I guess that for people who spend a great deal of their time thinking about how to make things better, such as coaches and system thinkers, it is second nature to be helpful. And it’s hard to refrain oneself and not give advice about problems, “just” because advice wasn’t asked.
At least it is for me. I’m certainly guilty of more than one instance of unasked advice. Sometimes I genuinely think I’ve seen the light and, man, it’s beautiful! I want other people to see it, too! Trying to make the world better is in my very core.
Unfortunately there’s a fine line between being helpful and obnoxious. There’s a German saying capturing this perfectly:
“Das Gegenteil von gut ist gut gemeint”
“Well-intentioned is the opposite of well done”
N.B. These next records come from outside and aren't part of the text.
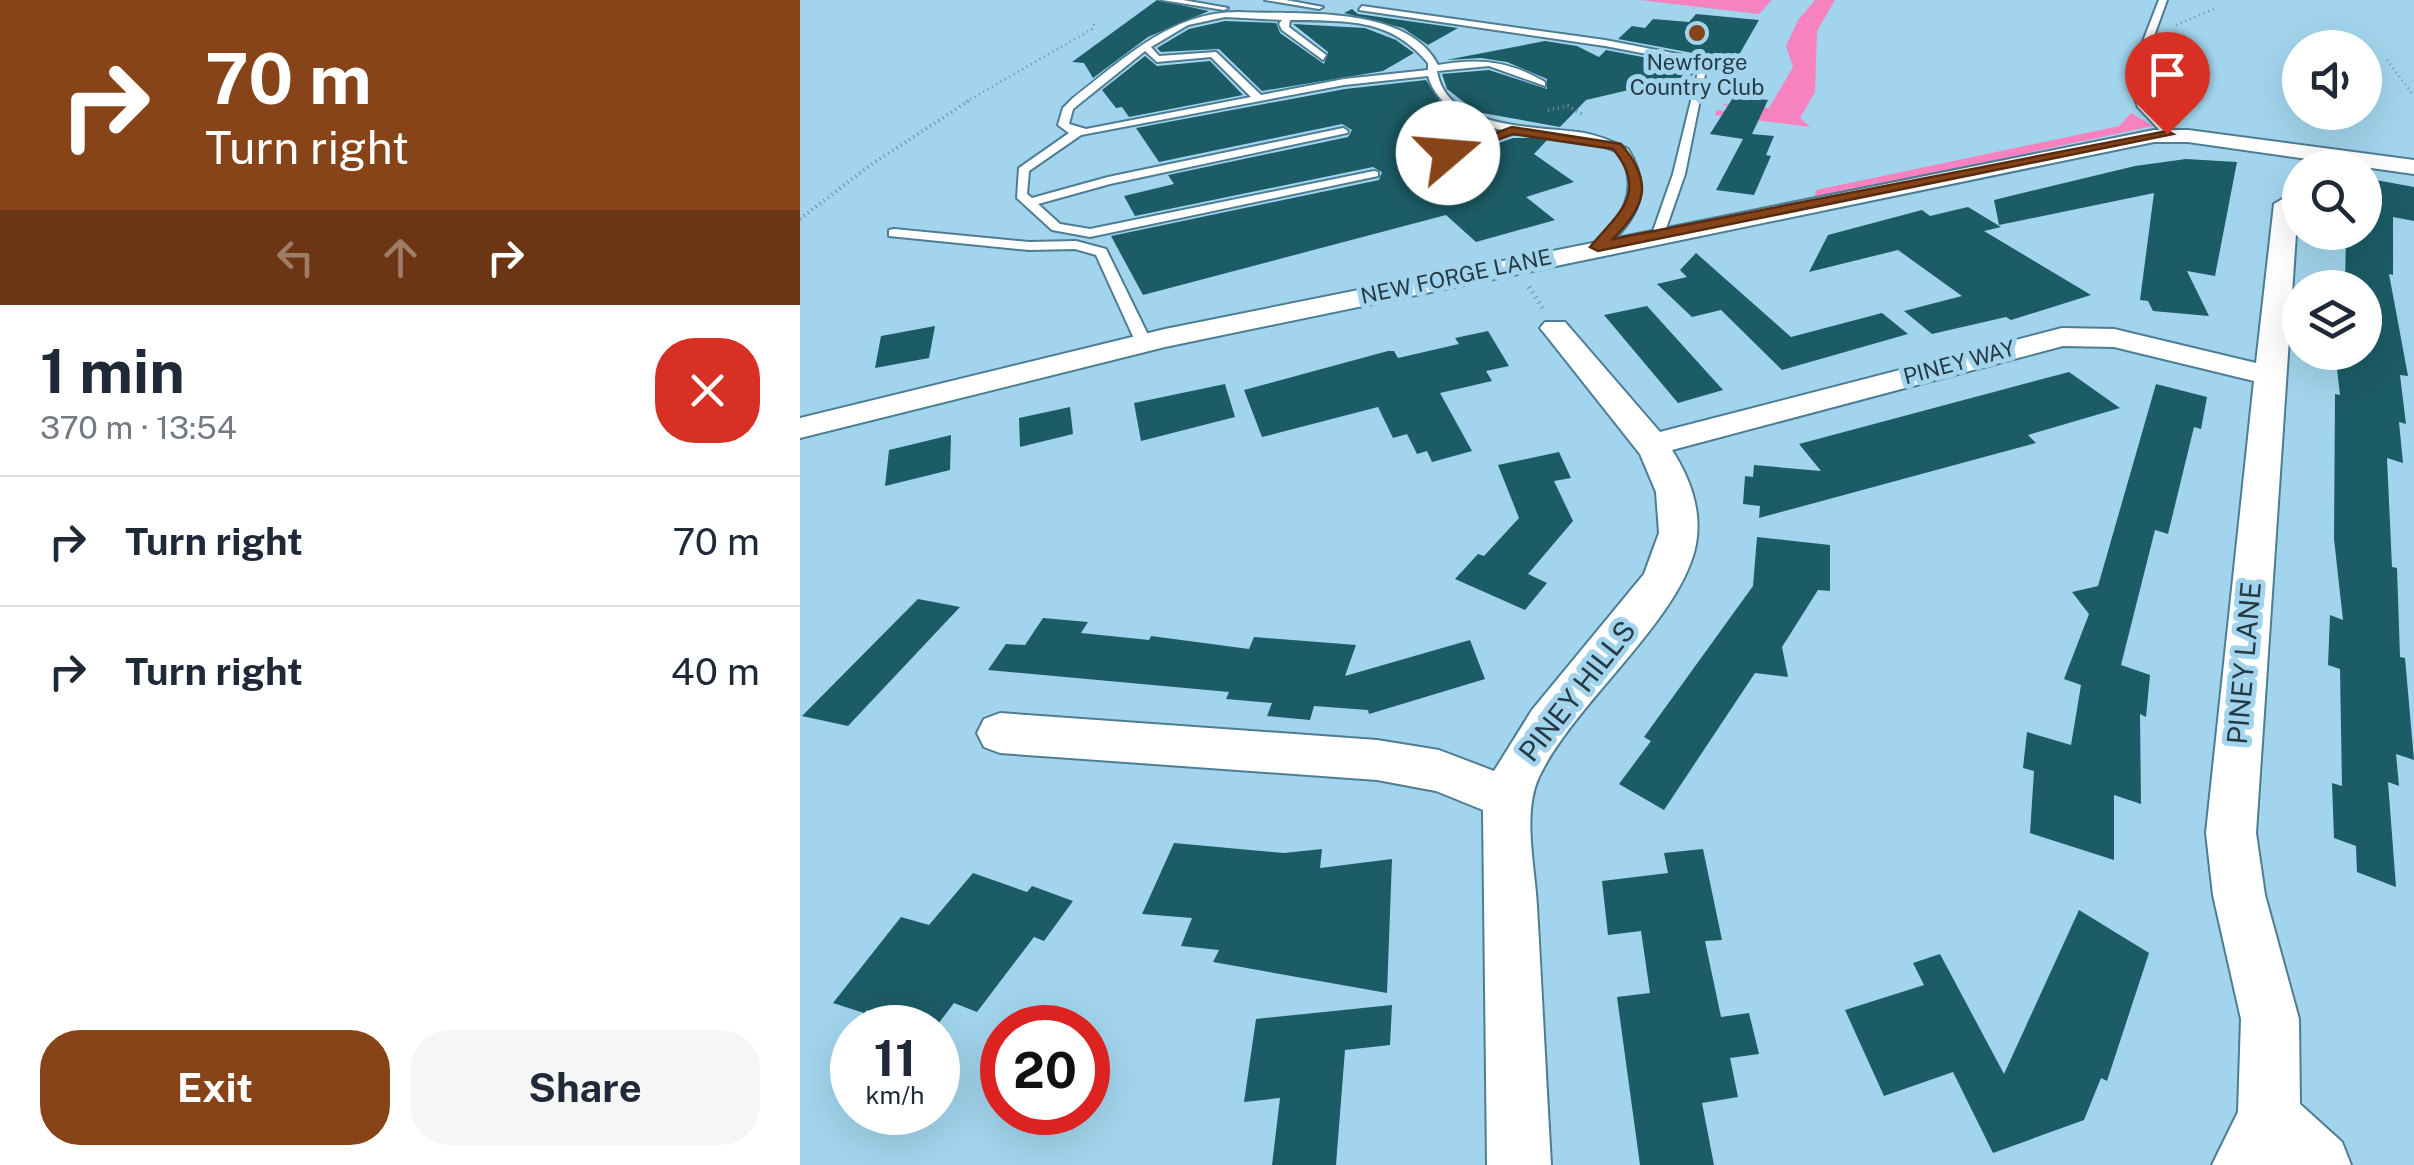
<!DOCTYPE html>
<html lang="en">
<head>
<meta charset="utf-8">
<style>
  :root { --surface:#fff; --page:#f6f6f7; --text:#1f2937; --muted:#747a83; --line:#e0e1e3; --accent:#884419 }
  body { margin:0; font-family:"Public Sans",sans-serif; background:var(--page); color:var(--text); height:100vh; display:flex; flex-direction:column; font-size:38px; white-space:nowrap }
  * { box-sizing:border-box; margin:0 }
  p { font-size:32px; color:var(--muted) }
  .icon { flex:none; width:55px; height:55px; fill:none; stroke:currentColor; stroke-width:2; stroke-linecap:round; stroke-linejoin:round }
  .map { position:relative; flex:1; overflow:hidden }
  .drawer { display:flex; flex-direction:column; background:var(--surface); width:800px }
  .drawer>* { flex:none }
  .top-card { background:#884419; color:#fff; overflow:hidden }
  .tools { position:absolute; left:1482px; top:30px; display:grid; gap:20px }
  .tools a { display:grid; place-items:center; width:100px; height:100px; border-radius:50%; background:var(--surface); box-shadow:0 10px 40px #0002; font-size:50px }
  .speed { position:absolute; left:30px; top:1005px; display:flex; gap:20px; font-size:50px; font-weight:700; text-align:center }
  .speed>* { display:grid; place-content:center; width:130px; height:130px; border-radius:50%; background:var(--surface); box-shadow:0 10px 40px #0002; line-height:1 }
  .speed small { font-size:25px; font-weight:400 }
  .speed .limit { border:15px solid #d22; background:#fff; color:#111 }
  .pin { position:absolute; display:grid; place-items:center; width:85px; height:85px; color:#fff; margin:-102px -42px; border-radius:50% 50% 50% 0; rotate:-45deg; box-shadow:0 0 10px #0007 }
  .pin .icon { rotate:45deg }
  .me { position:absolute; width:110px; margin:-55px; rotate:72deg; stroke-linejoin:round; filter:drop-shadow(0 0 8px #0008) }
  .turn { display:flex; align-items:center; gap:35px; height:210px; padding:0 40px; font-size:45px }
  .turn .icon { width:130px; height:130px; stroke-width:2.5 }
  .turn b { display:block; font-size:70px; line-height:85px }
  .lanes { display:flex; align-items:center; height:95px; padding:0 40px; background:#0003; justify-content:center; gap:50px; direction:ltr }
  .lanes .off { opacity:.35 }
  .round { display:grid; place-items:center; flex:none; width:105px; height:105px; border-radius:40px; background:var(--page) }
  .head { display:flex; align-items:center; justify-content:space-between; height:170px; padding:0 40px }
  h1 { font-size:60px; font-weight:700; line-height:75px }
  .primary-button { display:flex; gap:20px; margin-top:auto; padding:20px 40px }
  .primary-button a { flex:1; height:115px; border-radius:40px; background:var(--accent); color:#fff; font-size:40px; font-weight:700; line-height:115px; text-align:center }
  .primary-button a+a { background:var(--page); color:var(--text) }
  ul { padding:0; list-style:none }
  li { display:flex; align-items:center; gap:30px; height:130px; padding:0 40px; border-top:2px solid var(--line) }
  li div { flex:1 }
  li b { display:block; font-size:38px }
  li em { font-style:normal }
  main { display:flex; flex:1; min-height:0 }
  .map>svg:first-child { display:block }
</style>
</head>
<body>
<main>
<section class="drawer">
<div class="top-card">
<div class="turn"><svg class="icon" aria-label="right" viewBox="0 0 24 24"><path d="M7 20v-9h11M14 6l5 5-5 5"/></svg><div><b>70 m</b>Turn right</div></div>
<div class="lanes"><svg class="icon off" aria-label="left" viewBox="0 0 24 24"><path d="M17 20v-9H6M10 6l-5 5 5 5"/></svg><svg class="icon off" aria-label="ahead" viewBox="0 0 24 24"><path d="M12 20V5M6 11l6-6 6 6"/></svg><svg class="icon" aria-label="right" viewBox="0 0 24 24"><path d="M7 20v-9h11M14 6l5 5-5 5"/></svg></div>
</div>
<div class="head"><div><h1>1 min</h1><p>370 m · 13:54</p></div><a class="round" style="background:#d93025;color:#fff"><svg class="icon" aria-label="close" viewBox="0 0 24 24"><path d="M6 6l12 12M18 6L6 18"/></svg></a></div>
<ul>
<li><svg class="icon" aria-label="right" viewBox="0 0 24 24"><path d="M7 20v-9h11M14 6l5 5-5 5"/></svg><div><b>Turn right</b></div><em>70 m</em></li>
<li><svg class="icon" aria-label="right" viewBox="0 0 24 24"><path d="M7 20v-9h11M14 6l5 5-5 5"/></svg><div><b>Turn right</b></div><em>40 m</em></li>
</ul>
<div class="primary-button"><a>Exit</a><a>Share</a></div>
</section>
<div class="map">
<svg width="1614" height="1165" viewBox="0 0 1614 1165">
  <rect width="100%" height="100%" fill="#a2d5ed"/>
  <g fill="#f683bf">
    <path d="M839 0H972L959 14Z"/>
    <path d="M1015 0H1035L1017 31 1015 92 1000 118 1010 127 915 115 917 110 926 111 928 107 922 104 969 108 993 67 986 46 998 20Z"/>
    <path d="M1331 113 1353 126 1014 199 1016 190 1319 126Z"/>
  </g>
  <g fill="#1c5c66">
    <path d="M357 0 409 11 348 37 293 78 284 63 272 62Z"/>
    <path d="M552 9 558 14 658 28 628 45 603 28 544 13Z"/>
    <path d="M896 14 959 20 932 67 909 72V56L818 39 832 26 845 28 853 19 889 22Z"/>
    <path d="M425 21 476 23 480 33 524 64 528 52 493 24 565 28 596 40 614 53 583 71 462 91 419 49 361 52 357 48 389 29Z"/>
    <path d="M745 41 777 46 799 57 806 50 895 67 893 75 786 100 760 127 677 112 647 89 642 74 689 70 747 89V79L707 62 681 58 646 60Z"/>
    <path d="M345 56 357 66 410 61 443 95 329 117 322 107 316 108 302 90Z"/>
    <path d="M626 80 645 109 690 131 620 153 618 164 645 162 713 138H749L734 154 774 182 726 197 755 220 676 242 646 215 343 295 311 236 579 180 582 172 573 167 335 216 324 196 374 184 368 175 548 137 552 130 542 124 359 162 336 128 545 89Z"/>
    <path d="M934 96 968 100 952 134 974 136 966 155 971 156 954 195 916 190 943 139 910 134Z"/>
    <path d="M1386 159 1437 162 1415 276 1387 271 1409 316 1353 311 1348 301 1340 300 1354 193 1199 225 1194 200 1335 166Z"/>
    <path d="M1565 178 1614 187V221L1593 217V275L1589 274 1608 376 1600 375 1606 424 1599 422 1603 463 1587 458 1592 567 1597 568 1600 657 1605 658 1614 760 1596 754 1599 786 1588 782 1596 887 1557 872 1556 846 1534 838 1532 783 1542 786 1540 669 1528 665 1530 615 1543 620 1534 539 1535 394 1540 395 1535 352H1565V288H1545L1546 232H1565Z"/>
    <path d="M1168 207 1201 227 1184 231 1291 295 1211 320 1206 317 1132 334 1104 311 1162 296 1098 250 1009 272 1028 235 1122 210 1130 216Z"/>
    <path d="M896 253 991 337 1082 313 1108 334 982 370 921 310 892 317 857 284 887 277 880 270Z"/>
    <path d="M847 306 923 390 878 403 804 315Z"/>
    <path d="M135 326 129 358 75 368 81 336Z"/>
    <path d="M688 331 709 366 686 371 692 381 640 393 672 451 632 462 627 451 617 454 607 434 593 438 578 407 462 437 444 390 588 351H594L598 358 659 344 655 338Z"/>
    <path d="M1269 372 1320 408 1228 435 1236 443 959 518 960 506 943 504 945 476 953 477 954 465 1021 471 999 444Z"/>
    <path d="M425 384 435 417 341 441 334 403Z"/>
    <path d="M1356 384 1407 397 1401 429 1394 427 1368 534 1355 530 1321 665 1350 675 1346 717 1340 714 1341 804 1314 795V860L1230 833 1234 771 1223 768 1227 732 1271 745 1281 685 1264 679 1289 614 1272 592 1298 586Z"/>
    <path d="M270 407 273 434 220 447 219 418Z"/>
    <path d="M151 435 150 470 85 486 89 450Z"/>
    <path d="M759 452 771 478 754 481 773 521 728 574 747 583 725 610 655 579 678 554 684 556 719 518 698 465Z"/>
    <path d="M957 537 1030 545V591L1018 590 982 647 988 677 955 673 864 810 819 784 851 741 844 737 953 586Z"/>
    <path d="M118 599 160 607 48 726 2 716Z"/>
    <path d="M243 618 288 622 281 633 349 640 351 636 449 649 454 637 556 645 545 676 670 640 685 679 569 714 568 710 514 706 510 720 467 716 472 703 426 699 429 692 188 670 206 644 225 645Z"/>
    <path d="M374 843 484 853 522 849 520 868 592 859 587 993 413 962 419 950 381 946 392 918 342 914Z"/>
    <path d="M903 849 922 940 905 941 921 1017 949 1013 959 1054 930 1058 938 1097 902 1103 914 1165H840L817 997 850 993 841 931 808 935 802 881 868 873 864 853Z"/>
    <path d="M173 873 227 892 232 886 273 901 244 941 234 937 177 1012 154 1003 135 1028H110L67 1010 64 1013 33 1003 101 917 129 925Z"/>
    <path d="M1279 910 1349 953 1307 1081 1301 1078 1284 1120 1193 1153 1153 1072 1084 1096 1045 1010 1124 985 1113 963 1140 954 1204 1074Z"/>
    <path d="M592 1005 590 1045 545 1050 536 1165H472L480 1098 444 1102 456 1019Z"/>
  </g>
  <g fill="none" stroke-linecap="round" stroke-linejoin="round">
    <g stroke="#4d7d93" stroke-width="4">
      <g id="service">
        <path d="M362 0H383L428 8 424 10Z"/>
        <path d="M465 0H486L523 7 519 9Z"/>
        <path d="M1359 0H1367L1338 80 1348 106 1372 135 1367 138 1338 107 1328 80Z"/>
        <path d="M562 6 805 40 908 60 885 174 863 237 852 234 873 174 900 64 805 46 559 10Z"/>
        <path d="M438 12C498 15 607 4 638 65 679 58 709 61 745 82V86L689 66 637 71C646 131 740 126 784 133 800 136 814 142 828 149 854 191 837 220 803 250H793V244C823 219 840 190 820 153 797 142 736 128 712 134 681 141 653 162 621 161V157L668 145 702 130C672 124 637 108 628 76L544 85 281 135 229 171 227 194 232 198 308 177 543 128 548 131 547 133 310 184 238 204 260 224 290 229 574 171 578 172V176L290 237 252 230 217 198 219 168 269 133 258 125 263 108 273 98C324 59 371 12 438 12ZM425 17 482 20 479 24 482 30 523 60 526 55 489 27 490 20C545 21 590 17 628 63V70L544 79 461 95 416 52 359 56 351 47 388 25ZM345 51 357 62 411 57 451 97 286 129 269 124 273 109Z"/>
        <path d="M94 229 229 242 276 241 306 249 352 343 344 348 336 343 296 255 275 249 229 250 89 236V230Z"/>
      </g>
    </g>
    <g stroke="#4d7d93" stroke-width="4">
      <g id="minor">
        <path d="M1354 130H1388L1614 160V174L1388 142H1354L365 347 0 438V418L365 329Z"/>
        <path d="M1486 197 1498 204 1456 833 1465 895 1499 1019 1500 1104 1542 1142 1551 1165H1412L1438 1112 1441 1019 1413 895 1406 833 1454 381 1314 347 1263 346 872 450C890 478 902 510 896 544 882 619 774 703 739 777 722 813 735 867 737 906 742 992 746 1079 751 1165H687L683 810 636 791 577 780 200 753 184 747 177 733 184 719 200 713 577 740 639 750 694 771 732 710 844 574 859 533 856 492 840 454 745 334 740 328 745 322H765L860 432 1262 328 1314 329 1456 363 1474 204Z"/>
      </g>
    </g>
    <g stroke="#698e9f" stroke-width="2.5" stroke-dasharray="1 4" stroke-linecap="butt">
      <path d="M1376 25 1417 8"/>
      <path d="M1587 60 1614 96"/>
      <path d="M166 102 292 29 294 24"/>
    </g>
    <g stroke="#698e9f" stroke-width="4" stroke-dasharray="1 4" stroke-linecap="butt">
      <path d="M748 110 768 106 782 114"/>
      <path d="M0 219 69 166 170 100"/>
    </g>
    <path stroke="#698e9f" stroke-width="5" stroke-dasharray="1 5" stroke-linecap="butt" d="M729 287 744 310"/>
    <use href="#service" fill="#fff" fill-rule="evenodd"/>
    <use href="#minor" fill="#fff" fill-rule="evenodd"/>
  </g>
  <path fill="#884419" stroke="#582c10" stroke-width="2.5" d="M712 127 821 144C853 181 847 205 813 239L1367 131 1373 134 798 251 790 247C819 213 849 192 813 149L713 134 653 156 642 153Z"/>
  <circle fill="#884419" stroke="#a2d5ed" stroke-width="4" cx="897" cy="33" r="10"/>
  <g text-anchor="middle" stroke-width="10" stroke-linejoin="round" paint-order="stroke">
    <g font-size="22" fill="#263a44" stroke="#a2d5ed">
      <text x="897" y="70">Newforge<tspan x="897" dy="25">Country Club</tspan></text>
    </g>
    <g font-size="22" fill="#263a44" stroke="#a2d5ed">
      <text transform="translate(656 276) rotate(-12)" y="8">NEW FORGE LANE</text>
      <text transform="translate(1159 362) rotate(-15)" y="8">PINEY WAY</text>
    </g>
    <g font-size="28" fill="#263a44" stroke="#a2d5ed">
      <text transform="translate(1444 663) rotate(-85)" y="10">PINEY LANE</text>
      <text transform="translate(777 691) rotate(-52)" y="10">PINEY HILLS</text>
    </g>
  </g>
</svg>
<div class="tools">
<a><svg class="icon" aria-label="sound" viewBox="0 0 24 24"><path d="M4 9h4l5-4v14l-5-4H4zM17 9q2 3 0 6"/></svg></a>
<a><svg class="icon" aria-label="search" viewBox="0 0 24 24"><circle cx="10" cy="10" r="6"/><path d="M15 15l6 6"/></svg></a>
<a><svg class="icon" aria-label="layers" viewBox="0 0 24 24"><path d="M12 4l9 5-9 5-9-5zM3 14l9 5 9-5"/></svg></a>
</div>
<div class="speed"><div>11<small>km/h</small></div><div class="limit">20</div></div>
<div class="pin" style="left:1367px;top:134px;background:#d93025"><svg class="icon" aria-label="arrive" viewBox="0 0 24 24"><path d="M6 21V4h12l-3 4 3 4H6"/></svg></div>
<svg class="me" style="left:648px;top:153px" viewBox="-20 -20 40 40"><circle r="19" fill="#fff"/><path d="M0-13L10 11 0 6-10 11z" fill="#884419"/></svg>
</div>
</main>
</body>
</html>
Being on the receiving end of unasked advice is a decidedly unpleasant experience: There was this one dinner with 3 very nice, “helpful” coaches. At one point I described a difficult situation at work and suddenly they were all over me. One idea chased the other. Mostly ones that I’d already tried or considered and decided against. It stopped being a nice dinner and felt more like an attack in which I had to defend my (in)actions.
Ever since I try hard not to be on the giving end. I’m not quite at Udo’s ideal yet:
A really smart coach asks for permission to help – in every situation! Do it like @johannarothman, say: “We can talk about it, IF YOU LIKE?”
But I’m listening more and asking more often what people have already tried. And I try to remember that unasked advice won’t help anyway. Advice is only useful when it’s received and thought about. And for that it needs to be wanted.
So, should I get carried away, please call me on it. And for past lapses: A big fat Sorry!